- [WHAT YOU NEED TO DO]:
From the data below, retype exactly the lines starting with the one that contains "M73,194L107,198L104,229L70,225Z" and ending with the one that contains "M36,227L51,229L48,251L34,249Z", both included.

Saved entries
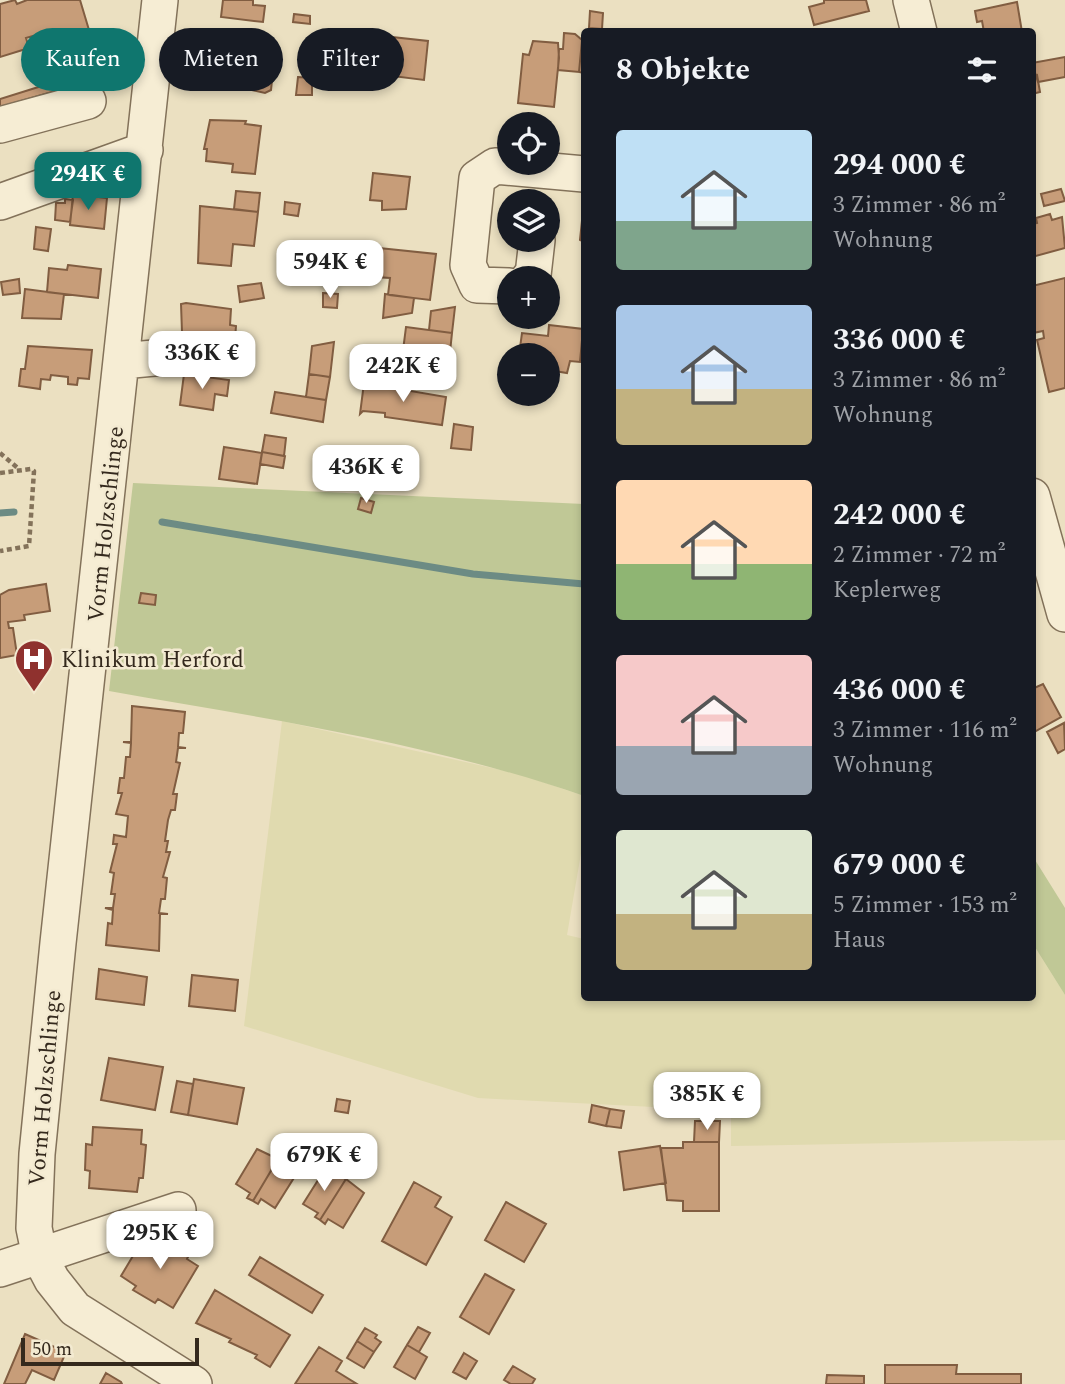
<!DOCTYPE html>
<html lang="de">
<head>
<meta charset="utf-8">
<style>
  body { margin:0; font-family:Spectral,serif; background:#20242c; color:#f1f3f6; height:100vh; display:flex; flex-direction:column; font-size:26px; white-space:nowrap }
  * { box-sizing:border-box; margin:0 }
  p { font-size:23px; color:#9ea1a6 }
  .icon { flex:none; width:38px; height:38px; fill:none; stroke:currentColor; stroke-width:2; stroke-linecap:round; stroke-linejoin:round }
  .map { position:relative; flex:1; overflow:hidden }
  .panel { position:absolute; left:581px; top:28px; width:455px; height:973px; display:flex; flex-direction:column; background:#171b24; border-radius:7px; box-shadow:0 4px 10px #0003 }
  .panel>* { flex:none }
  .top-card { position:absolute; left:21px; top:28px; width:455px; height:63px; display:flex; gap:14px }
  .tools { position:absolute; left:497px; top:112px; display:grid; gap:14px }
  .tools a { display:grid; place-items:center; width:63px; height:63px; border-radius:50%; background:#171b24; box-shadow:0 4px 10px #0003; font-size:35px }
  .scale { position:absolute; left:21px; bottom:18px; width:178px; box-sizing:border-box; padding-left:7px; border:4px solid #34291d; border-top:0; font-size:19px; line-height:24px; white-space:nowrap; color:#34291d; -webkit-text-stroke:5px #f3ead1; paint-order:stroke }
  .price { position:absolute; translate:-50% -60px; padding:0 16px; border-radius:14px; background:#fff; color:#222; font-size:23px; line-height:46px; filter:drop-shadow(0 2px 4px #0008) }
  .price::after { content:''; position:absolute; left:50%; top:42px; width:21px; height:16px; margin-left:-10px; background:inherit; clip-path:polygon(0 0,100% 0,50% 100%) }
  .price.current { background:#0f766e; color:#fff }
  ul { padding:0; list-style:none }
  li { display:flex; align-items:center; gap:21px; height:175px; padding:0 35px }
  li span { display:grid; place-items:center; flex:none; width:196px; height:140px; border-radius:7px; color:#555 }
  li>.icon { margin-inline-start:auto }
  span .icon { width:84px; height:84px; fill:#fffc; stroke-width:1 }
  li b { font-size:30px }
  h2 { display:flex; justify-content:space-between; align-items:center; height:84px; padding:0 35px; font-size:30px }
  .pill { padding:0 24px; border-radius:32px; background:#171b24; box-shadow:0 4px 10px #0003; font-size:24px; line-height:63px }
  .pill.current { background:#0f766e; color:#fff }
  .map>svg:first-child { display:block }
  .farmland { fill:#e0daaf }
  .green { fill:#c0c896 }
  .lines { fill:none; stroke-linecap:round; stroke-linejoin:round }
  .stream { stroke:#6c8b84; stroke-width:7 }
  .building { fill:#c79d79; stroke:#815d41; stroke-width:2 }
  .minor-casing { stroke:#83725a; stroke-width:38 }
  .path { stroke:#83725a; stroke-width:4.5; stroke-dasharray:5 3.5; stroke-linecap:butt }
  .minor { stroke:#f6edd4; stroke-width:35 }
  .labels { text-anchor:middle; stroke-width:5; stroke-linejoin:round; paint-order:stroke }
  .street-label { font-size:23px; fill:#34291d; stroke:#f3ead1 }
  .poi-label { font-size:23px; fill:#34291d; stroke:#f3ead1; text-anchor:start }
</style>
</head>
<body>
<div class="map">
<svg width="1065" height="1384" viewBox="0 0 1065 1384">
  <rect width="100%" height="100%" fill="#ebe0c1"/>
  <!-- farmland -->
  <path class="farmland" d="M282,721L519,774L584,796V836L567,935L584,939V998H1032L1033,944L1065,995V1140L731,1146V1111L478,1098L244,1026Z"/>
  <!-- green -->
  <path class="green" d="M133,483L584,504V796C431,743 268,719 109,691Z
    M1032,855L1065,908V995L1033,944Z"/>
  <g class="lines">
    <!-- stream -->
    <path class="stream" d="M0,513L14,512
      M162,522L473,574L584,584"/>
  </g>
  <!-- building -->
  <path class="building" d="M15,0L17,4L27,0H80L101,70L80,76L83,83L0,107V99L48,84L33,36L26,38L29,48L0,57V4Z
    M223,0H253V5L265,6L263,22L221,17Z
    M824,0H866L869,11L814,25L809,7L824,3Z
    M1017,2L1022,32H984L982,21L977,22L975,11Z
    M590,11L603,13L602,29L589,28Z
    M294,14L310,16V24L293,22Z
    M564,33L575,34L582,40L579,72L558,70L559,49H563Z
    M383,36L428,41L424,80L392,76L394,61L380,60Z
    M533,41L558,43L559,58L554,107L518,103L523,54L529,55Z
    M238,47L275,51L271,90L265,93L234,86Z
    M581,51L584,52V73L579,72Z
    M1065,57V77L1038,82L1032,63Z
    M1037,75L1040,92L1032,94V76Z
    M298,77L312,78V95H296Z
    M210,120L246,121L245,124L261,126L255,174L232,172L233,164L206,161L207,149H204Z
    M373,173L410,177L406,209L382,210V201L370,200Z
    M1061,189L1065,201L1044,206L1041,194Z
    M236,191L260,193L258,212L234,209Z
    M73,194L107,198L104,229L70,225Z
    M65,199L73,200L70,222L55,220L56,203H65Z
    M285,202L300,204L298,216L284,214Z
    M200,206L258,212L254,246L233,244L231,266L198,263Z
    M583,211H584V242L580,240Z
    M1050,214L1052,220L1062,217L1065,248L1032,257V224L1037,223L1036,218Z
    M36,227L51,229L48,251L34,249Z
    M379,248L436,254L430,300L388,295L390,278L375,277Z
    M68,265L101,269L98,298L47,292L49,268L67,270Z
    M1065,278V388L1049,392L1037,340L1044,338L1043,331L1033,333L1032,330V286Z
    M19,279L20,293L3,295L1,282Z
    M261,283L264,298L240,302L238,286Z
    M25,289L64,294L61,319L22,318Z
    M323,293L338,294L337,308L323,307Z
    M385,294L414,298L412,313L383,318Z
    M186,303L231,309L230,325L236,326L235,339L182,332L181,304Z
    M455,307L452,333L429,330L431,311Z
    M549,325L583,329L580,362L570,361L567,373L548,370V355H519L522,333L548,336Z
    M406,327L452,333L448,371L401,366Z
    M334,342L330,377L309,374L312,346Z
    M28,346L92,350L89,379L78,378L77,385L68,384V377L51,375L50,380L41,379L40,389L19,386L21,369H25Z
    M184,374L229,380L227,396L215,394L213,410L180,405Z
    M309,374L330,377L326,400L306,397Z
    M364,383L446,397L442,425L385,417V413L363,411L360,414Z
    M275,392L326,400L323,422L271,413Z
    M454,424L473,427L471,450L451,448Z
    M265,435L286,438L284,456L262,452Z
    M224,447L262,453L257,484L219,479Z
    M262,452L285,456L283,468L260,464Z
    M357,454L360,487L341,489L337,456Z
    M361,498L374,502L371,513L358,509Z
    M46,584L50,611L24,615L25,620L8,622L9,628H13L17,655L0,658V595L9,590Z
    M141,593L156,595L155,605L139,603Z
    M1043,684L1061,717L1034,732L1032,689Z
    M132,706L185,712L183,733H179L178,747L186,748H178L176,762L180,763L173,794H177L175,810H171L168,820L165,841H168L166,852H170L163,877L167,878L165,899H161L159,913L168,914H160L159,951L106,945L108,923L112,924L113,910L105,908H113L115,894H111L114,873L110,872L117,844H113L114,835L126,837L128,816L116,814L122,793H118L120,778H124L126,757H130L131,743L123,742H131Z
    M1064,723L1065,749L1058,753L1047,732Z
    M99,969L147,977L144,1005L96,999Z
    M192,975L238,980L235,1011L189,1006Z
    M109,1058L163,1067L155,1110L101,1100Z
    M194,1079L244,1088L237,1124L188,1115Z
    M177,1081L193,1084L188,1115L171,1112Z
    M337,1099L350,1101L348,1113L335,1111Z
    M592,1105L610,1109L606,1126L589,1122Z
    M610,1109L624,1111L621,1128L606,1126Z
    M695,1121H720L719,1142H694Z
    M93,1127L142,1130L141,1144L146,1145L143,1178H139L137,1192L89,1188L90,1171L85,1170L86,1144L92,1145Z
    M683,1142H719V1211H683V1201L667,1200L661,1148H683Z
    M660,1146L666,1183L624,1190L619,1152Z
    M257,1149L278,1159L253,1201L247,1198L250,1193L236,1184Z
    M278,1159L297,1173L275,1208L261,1199L258,1204L253,1201Z
    M325,1169L346,1179L320,1220L315,1217L318,1213L303,1204Z
    M346,1179L364,1193L343,1228L328,1219L325,1224L320,1220Z
    M414,1182L441,1197L435,1207L452,1217L426,1265L382,1241Z
    M506,1202L546,1224L524,1262L485,1240Z
    M146,1234L157,1242L160,1238L189,1255L187,1259L198,1266L173,1308L158,1299L155,1303L133,1290L136,1286L121,1276Z
    M260,1257L323,1295L312,1313L249,1275Z
    M485,1274L514,1290L489,1334L460,1317Z
    M215,1290L290,1335L270,1367L255,1358L257,1355L229,1342L231,1339L196,1323Z
    M418,1327L430,1333L419,1352L407,1345Z
    M365,1328L377,1335L375,1338L381,1342L374,1352L357,1341Z
    M25,1334L66,1352L54,1380L32,1370L25,1384H4Z
    M357,1341L374,1352L364,1368L347,1358Z
    M407,1345L427,1357L415,1379L394,1367Z
    M319,1347L342,1361L336,1371L357,1384H295Z
    M464,1353L477,1361L466,1379L453,1372Z
    M885,1365H957L956,1374H1021V1384H885Z
    M513,1366L535,1379L532,1384H511L504,1380Z
    M106,1373L121,1382L122,1384H100Z
    M827,1375L864,1376V1384H826Z"/>
  <g class="lines">
    <defs>
      <path id="minor" d="M160,0L58,943L37,1154L34,1228L40,1257L52,1280L75,1309L194,1384
        M911,0L919,32
        M0,125L88,101
        M0,202L145,150
        M529,278L533,275L537,240
        M509,286L477,285L468,265L477,178L495,166L584,174
        M122,361L218,352
        M1032,496L1065,614
        M0,1269L178,1210"/>
    </defs>
    <!-- minor casing -->
    <use href="#minor" class="minor-casing"/>
    <!-- path -->
    <path class="path" d="M0,453L19,469
      M0,473L31,469L34,471L29,546L0,551"/>
    <!-- minor -->
    <use href="#minor" class="minor"/>
  </g>
  <!-- icons -->
  <defs>
    <symbol id="hospital-pin" viewBox="-11 -11 22 30"><path d="M0 17L-7.5 6A9.5 9.5 0 1 1 7.5 6Z" fill="#8f312e" stroke="#f3ead1"/><path d="M-5-5h3v3.5h4V-5h3V5h-3V1.5h-4V5h-3Z" fill="#fff"/></symbol>
  </defs>
  <g fill-rule="evenodd">
    <use href="#hospital-pin" x="12" y="637" width="44" height="60"/>
  </g>
  <g class="labels">
    <!-- street labels -->
    <g class="street-label">
      <text transform="translate(105 524) rotate(-84)" y="8">Vorm Holzschlinge</text>
      <text transform="translate(44 1088) rotate(-85)" y="8">Vorm Holzschlinge</text>
    </g>
    <!-- poi labels -->
    <g class="poi-label">
      <text x="61" y="667">Klinikum Herford</text>
    </g>
  </g>
</svg>
<div class="tools">
<a><svg class="icon" aria-label="locate" viewBox="0 0 24 24"><circle cx="12" cy="12" r="6"/><path d="M12 2v4M12 18v4M2 12h4M18 12h4"/></svg></a>
<a><svg class="icon" aria-label="layers" viewBox="0 0 24 24"><path d="M12 4l9 5-9 5-9-5zM3 14l9 5 9-5"/></svg></a>
<a>+</a>
<a>−</a>
</div>
<div class="scale">50 m</div>
<b class="price current" style="left:88px;top:212px">294K €</b>
<b class="price" style="left:330px;top:300px">594K €</b>
<b class="price" style="left:202px;top:391px">336K €</b>
<b class="price" style="left:403px;top:404px">242K €</b>
<b class="price" style="left:366px;top:505px">436K €</b>
<b class="price" style="left:707px;top:1132px">385K €</b>
<b class="price" style="left:324px;top:1193px">679K €</b>
<b class="price" style="left:160px;top:1271px">295K €</b>
<div class="top-card">
<a class="pill current">Kaufen</a>
<a class="pill">Mieten</a>
<a class="pill">Filter</a>
</div>
<section class="panel">
<h2>8 Objekte<svg class="icon" aria-label="filters" viewBox="0 0 24 24"><path d="M4 7h16M4 17h16"/><circle cx="9" cy="7" r="2"/><circle cx="15" cy="17" r="2"/></svg></h2>
<ul>
<li><span style="background:linear-gradient(#bfe0f5 65%,#7fa58c 0)"><svg class="icon" aria-label="home" viewBox="0 0 24 24"><path d="M3 11l9-7 9 7M6 9v11h12V9"/></svg></span><div><b>294 000 €</b><p>3 Zimmer · 86 m²</p><p>Wohnung</p></div></li>
<li><span style="background:linear-gradient(#a9c7e8 60%,#c2b280 0)"><svg class="icon" aria-label="home" viewBox="0 0 24 24"><path d="M3 11l9-7 9 7M6 9v11h12V9"/></svg></span><div><b>336 000 €</b><p>3 Zimmer · 86 m²</p><p>Wohnung</p></div></li>
<li><span style="background:linear-gradient(#ffd9b3 60%,#8fb573 0)"><svg class="icon" aria-label="home" viewBox="0 0 24 24"><path d="M3 11l9-7 9 7M6 9v11h12V9"/></svg></span><div><b>242 000 €</b><p>2 Zimmer · 72 m²</p><p>Keplerweg</p></div></li>
<li><span style="background:linear-gradient(#f6c9c9 65%,#9aa5b1 0)"><svg class="icon" aria-label="home" viewBox="0 0 24 24"><path d="M3 11l9-7 9 7M6 9v11h12V9"/></svg></span><div><b>436 000 €</b><p>3 Zimmer · 116 m²</p><p>Wohnung</p></div></li>
<li><span style="background:linear-gradient(#dfe7d0 60%,#c2b280 0)"><svg class="icon" aria-label="home" viewBox="0 0 24 24"><path d="M3 11l9-7 9 7M6 9v11h12V9"/></svg></span><div><b>679 000 €</b><p>5 Zimmer · 153 m²</p><p>Haus</p></div></li>
</ul>
</section>
</div>
</body>
</html>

- [SOLUTION]:
    M73,194L107,198L104,229L70,225Z
    M65,199L73,200L70,222L55,220L56,203H65Z
    M285,202L300,204L298,216L284,214Z
    M200,206L258,212L254,246L233,244L231,266L198,263Z
    M583,211H584V242L580,240Z
    M1050,214L1052,220L1062,217L1065,248L1032,257V224L1037,223L1036,218Z
    M36,227L51,229L48,251L34,249Z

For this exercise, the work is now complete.